-- Opening Marker --

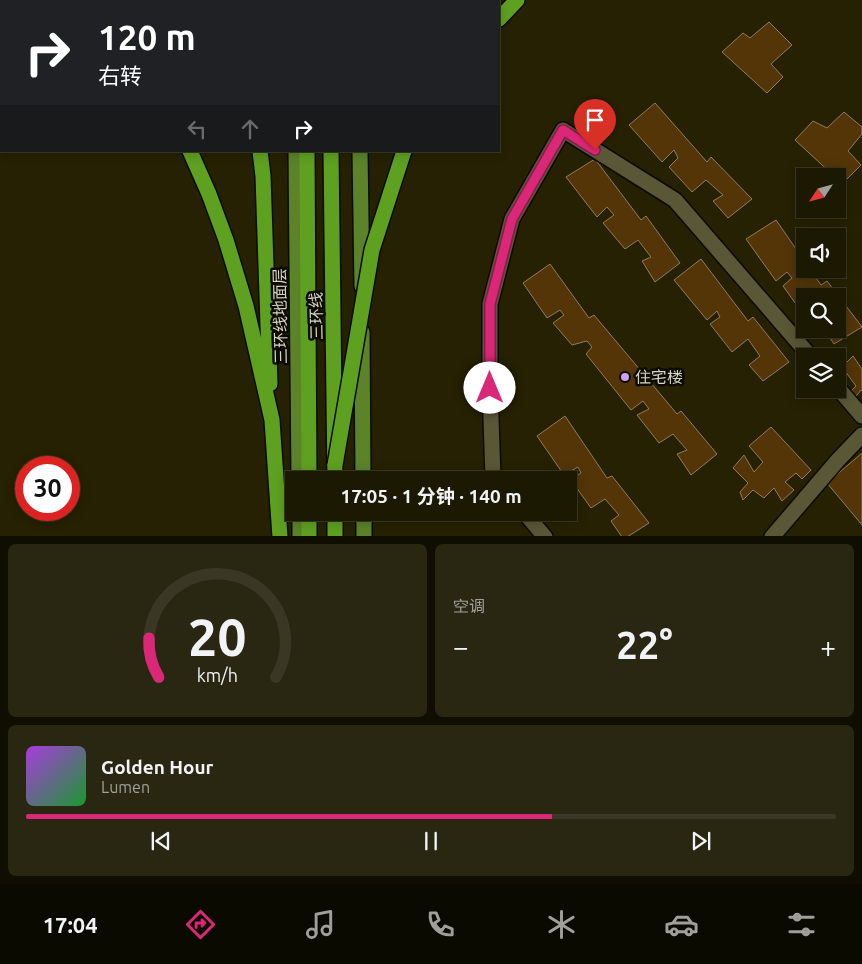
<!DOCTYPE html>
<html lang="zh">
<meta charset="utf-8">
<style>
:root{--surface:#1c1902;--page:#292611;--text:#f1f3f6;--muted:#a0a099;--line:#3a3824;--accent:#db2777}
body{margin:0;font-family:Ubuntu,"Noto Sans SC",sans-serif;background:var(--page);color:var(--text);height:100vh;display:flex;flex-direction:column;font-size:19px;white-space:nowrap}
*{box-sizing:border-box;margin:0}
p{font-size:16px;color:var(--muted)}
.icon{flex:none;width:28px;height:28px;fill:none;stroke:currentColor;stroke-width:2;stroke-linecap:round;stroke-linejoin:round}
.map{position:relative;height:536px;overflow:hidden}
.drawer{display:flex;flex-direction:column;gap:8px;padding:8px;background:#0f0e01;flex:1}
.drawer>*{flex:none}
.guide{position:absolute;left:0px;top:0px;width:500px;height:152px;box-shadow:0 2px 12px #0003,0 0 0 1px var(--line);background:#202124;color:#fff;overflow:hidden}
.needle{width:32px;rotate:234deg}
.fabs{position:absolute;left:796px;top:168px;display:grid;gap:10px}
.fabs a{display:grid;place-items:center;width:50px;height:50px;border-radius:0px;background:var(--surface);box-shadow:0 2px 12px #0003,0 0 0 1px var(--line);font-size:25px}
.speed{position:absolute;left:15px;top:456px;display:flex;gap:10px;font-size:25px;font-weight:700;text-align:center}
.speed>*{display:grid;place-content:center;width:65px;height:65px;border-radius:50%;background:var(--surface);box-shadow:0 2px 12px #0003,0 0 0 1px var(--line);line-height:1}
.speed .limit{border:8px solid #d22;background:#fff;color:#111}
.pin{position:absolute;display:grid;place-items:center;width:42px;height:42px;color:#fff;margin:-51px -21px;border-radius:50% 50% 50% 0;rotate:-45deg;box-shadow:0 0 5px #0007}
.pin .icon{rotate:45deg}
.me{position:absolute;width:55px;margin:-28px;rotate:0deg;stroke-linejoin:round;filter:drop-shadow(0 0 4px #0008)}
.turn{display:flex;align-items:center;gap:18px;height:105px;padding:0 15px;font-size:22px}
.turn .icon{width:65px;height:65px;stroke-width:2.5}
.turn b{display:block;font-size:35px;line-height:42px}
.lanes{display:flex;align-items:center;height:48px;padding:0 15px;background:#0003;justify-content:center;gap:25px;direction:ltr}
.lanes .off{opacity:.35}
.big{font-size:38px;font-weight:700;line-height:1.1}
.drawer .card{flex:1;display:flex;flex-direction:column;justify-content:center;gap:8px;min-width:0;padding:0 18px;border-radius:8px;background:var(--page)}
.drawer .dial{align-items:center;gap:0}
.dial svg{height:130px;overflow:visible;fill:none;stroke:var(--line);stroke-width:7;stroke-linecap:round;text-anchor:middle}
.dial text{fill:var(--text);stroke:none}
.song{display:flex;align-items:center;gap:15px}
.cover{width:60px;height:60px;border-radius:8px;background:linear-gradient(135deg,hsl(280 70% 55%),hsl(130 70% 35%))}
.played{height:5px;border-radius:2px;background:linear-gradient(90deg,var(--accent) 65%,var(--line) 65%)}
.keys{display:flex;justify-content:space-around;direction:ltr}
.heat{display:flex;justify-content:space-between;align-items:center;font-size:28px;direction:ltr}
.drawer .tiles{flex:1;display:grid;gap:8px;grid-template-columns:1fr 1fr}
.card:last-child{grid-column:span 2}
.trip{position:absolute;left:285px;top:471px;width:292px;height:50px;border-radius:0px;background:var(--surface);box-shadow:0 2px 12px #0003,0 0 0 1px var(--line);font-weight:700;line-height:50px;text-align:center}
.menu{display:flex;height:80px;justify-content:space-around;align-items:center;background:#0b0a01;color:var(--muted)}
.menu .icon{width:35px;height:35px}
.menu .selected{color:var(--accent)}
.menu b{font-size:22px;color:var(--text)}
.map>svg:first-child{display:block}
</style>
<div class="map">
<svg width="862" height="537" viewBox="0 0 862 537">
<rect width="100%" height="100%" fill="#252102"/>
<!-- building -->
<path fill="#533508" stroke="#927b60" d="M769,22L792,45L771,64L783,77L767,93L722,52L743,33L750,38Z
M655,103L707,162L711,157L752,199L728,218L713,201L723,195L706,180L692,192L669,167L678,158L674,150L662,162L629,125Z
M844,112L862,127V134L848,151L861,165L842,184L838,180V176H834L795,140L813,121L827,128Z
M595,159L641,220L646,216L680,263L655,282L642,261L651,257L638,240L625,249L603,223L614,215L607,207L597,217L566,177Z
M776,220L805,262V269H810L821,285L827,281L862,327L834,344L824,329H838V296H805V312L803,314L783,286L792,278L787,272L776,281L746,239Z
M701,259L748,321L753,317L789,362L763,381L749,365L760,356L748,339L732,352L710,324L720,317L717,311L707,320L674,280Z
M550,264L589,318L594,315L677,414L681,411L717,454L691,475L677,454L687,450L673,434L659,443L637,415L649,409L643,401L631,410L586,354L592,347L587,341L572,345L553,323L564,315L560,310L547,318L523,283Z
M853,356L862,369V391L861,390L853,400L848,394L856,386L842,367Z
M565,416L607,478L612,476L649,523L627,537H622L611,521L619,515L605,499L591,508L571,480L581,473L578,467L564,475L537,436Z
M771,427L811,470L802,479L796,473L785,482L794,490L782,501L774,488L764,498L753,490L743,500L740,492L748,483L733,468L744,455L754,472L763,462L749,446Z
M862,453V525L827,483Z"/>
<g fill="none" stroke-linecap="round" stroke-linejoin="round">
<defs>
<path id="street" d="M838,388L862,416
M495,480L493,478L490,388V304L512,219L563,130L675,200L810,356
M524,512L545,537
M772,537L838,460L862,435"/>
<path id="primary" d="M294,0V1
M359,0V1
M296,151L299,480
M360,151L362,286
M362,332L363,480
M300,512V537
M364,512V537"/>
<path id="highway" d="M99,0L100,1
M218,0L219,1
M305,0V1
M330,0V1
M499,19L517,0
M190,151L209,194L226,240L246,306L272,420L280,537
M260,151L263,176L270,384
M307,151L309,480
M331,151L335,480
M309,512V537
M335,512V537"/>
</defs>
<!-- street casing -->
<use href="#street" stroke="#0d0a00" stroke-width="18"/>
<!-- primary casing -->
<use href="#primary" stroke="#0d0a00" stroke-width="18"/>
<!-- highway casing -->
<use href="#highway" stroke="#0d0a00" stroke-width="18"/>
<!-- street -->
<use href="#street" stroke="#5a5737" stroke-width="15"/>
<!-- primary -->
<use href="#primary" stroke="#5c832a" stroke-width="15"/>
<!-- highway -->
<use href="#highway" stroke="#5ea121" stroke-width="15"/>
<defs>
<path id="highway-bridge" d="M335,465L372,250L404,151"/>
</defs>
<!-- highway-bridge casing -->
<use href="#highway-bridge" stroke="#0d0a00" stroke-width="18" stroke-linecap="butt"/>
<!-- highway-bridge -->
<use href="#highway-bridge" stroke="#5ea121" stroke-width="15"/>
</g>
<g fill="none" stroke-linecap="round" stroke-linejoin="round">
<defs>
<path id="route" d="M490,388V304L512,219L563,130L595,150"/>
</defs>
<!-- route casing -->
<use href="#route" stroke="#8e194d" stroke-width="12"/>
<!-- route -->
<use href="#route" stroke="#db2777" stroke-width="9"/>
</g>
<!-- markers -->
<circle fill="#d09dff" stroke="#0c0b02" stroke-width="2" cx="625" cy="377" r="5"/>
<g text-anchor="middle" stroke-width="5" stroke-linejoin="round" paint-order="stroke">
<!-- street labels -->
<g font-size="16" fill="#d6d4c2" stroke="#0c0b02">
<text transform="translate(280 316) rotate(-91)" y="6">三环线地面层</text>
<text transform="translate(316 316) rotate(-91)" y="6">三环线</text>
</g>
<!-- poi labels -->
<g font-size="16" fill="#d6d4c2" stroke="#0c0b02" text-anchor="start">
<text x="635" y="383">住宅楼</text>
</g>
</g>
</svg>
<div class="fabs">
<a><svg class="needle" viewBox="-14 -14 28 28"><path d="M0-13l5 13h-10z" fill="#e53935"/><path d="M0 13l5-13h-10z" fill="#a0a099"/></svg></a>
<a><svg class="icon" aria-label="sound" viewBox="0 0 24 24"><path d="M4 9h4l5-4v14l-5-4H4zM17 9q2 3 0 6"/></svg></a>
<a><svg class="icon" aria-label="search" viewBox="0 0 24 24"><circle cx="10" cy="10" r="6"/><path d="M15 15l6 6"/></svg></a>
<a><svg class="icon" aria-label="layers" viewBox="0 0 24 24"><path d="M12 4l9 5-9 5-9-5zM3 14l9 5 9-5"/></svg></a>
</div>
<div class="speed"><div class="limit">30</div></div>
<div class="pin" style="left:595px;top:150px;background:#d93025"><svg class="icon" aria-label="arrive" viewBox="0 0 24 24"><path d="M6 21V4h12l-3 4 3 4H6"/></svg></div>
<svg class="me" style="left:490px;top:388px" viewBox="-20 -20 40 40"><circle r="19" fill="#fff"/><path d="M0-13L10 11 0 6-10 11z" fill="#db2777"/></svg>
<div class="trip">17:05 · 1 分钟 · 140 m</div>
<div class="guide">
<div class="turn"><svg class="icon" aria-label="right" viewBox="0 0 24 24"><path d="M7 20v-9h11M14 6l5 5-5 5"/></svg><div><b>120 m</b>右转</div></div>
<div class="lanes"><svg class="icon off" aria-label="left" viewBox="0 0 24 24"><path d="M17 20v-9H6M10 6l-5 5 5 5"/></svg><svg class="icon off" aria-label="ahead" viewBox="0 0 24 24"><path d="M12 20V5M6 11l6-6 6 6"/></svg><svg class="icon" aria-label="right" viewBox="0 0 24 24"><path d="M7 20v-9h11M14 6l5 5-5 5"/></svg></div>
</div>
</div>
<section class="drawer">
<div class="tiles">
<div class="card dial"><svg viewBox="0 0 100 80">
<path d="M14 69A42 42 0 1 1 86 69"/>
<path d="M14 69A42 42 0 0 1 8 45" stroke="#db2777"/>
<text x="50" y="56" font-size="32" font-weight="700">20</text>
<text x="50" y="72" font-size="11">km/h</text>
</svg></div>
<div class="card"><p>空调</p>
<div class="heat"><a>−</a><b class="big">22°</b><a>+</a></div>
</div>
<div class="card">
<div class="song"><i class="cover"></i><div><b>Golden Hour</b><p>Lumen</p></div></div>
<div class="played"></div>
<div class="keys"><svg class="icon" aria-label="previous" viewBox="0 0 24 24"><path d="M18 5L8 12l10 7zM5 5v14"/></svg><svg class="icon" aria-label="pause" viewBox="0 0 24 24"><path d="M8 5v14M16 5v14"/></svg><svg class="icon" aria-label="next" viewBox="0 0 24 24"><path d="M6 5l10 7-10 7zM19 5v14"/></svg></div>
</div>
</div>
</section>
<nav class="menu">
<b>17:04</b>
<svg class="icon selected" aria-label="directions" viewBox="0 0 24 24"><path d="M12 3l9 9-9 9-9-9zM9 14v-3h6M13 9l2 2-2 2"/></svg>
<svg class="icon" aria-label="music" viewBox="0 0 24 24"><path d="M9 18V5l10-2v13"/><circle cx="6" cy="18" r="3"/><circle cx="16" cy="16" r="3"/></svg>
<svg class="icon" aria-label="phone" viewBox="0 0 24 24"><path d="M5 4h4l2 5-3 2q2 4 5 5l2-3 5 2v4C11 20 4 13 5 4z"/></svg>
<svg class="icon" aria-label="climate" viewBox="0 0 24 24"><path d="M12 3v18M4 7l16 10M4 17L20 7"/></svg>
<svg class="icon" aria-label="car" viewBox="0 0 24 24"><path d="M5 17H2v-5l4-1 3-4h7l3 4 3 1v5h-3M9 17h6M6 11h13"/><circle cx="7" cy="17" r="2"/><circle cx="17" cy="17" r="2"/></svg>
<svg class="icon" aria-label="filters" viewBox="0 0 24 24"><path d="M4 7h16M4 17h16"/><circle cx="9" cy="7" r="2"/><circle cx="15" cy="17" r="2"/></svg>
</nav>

-- Closing Marker --

_TASK INSTRUCTIONS_
The answer must be every line of the records that contains the word "middle".

_SOLUTION TO THE EXERCISE_
.dial svg{height:130px;overflow:visible;fill:none;stroke:var(--line);stroke-width:7;stroke-linecap:round;text-anchor:middle}
<g text-anchor="middle" stroke-width="5" stroke-linejoin="round" paint-order="stroke">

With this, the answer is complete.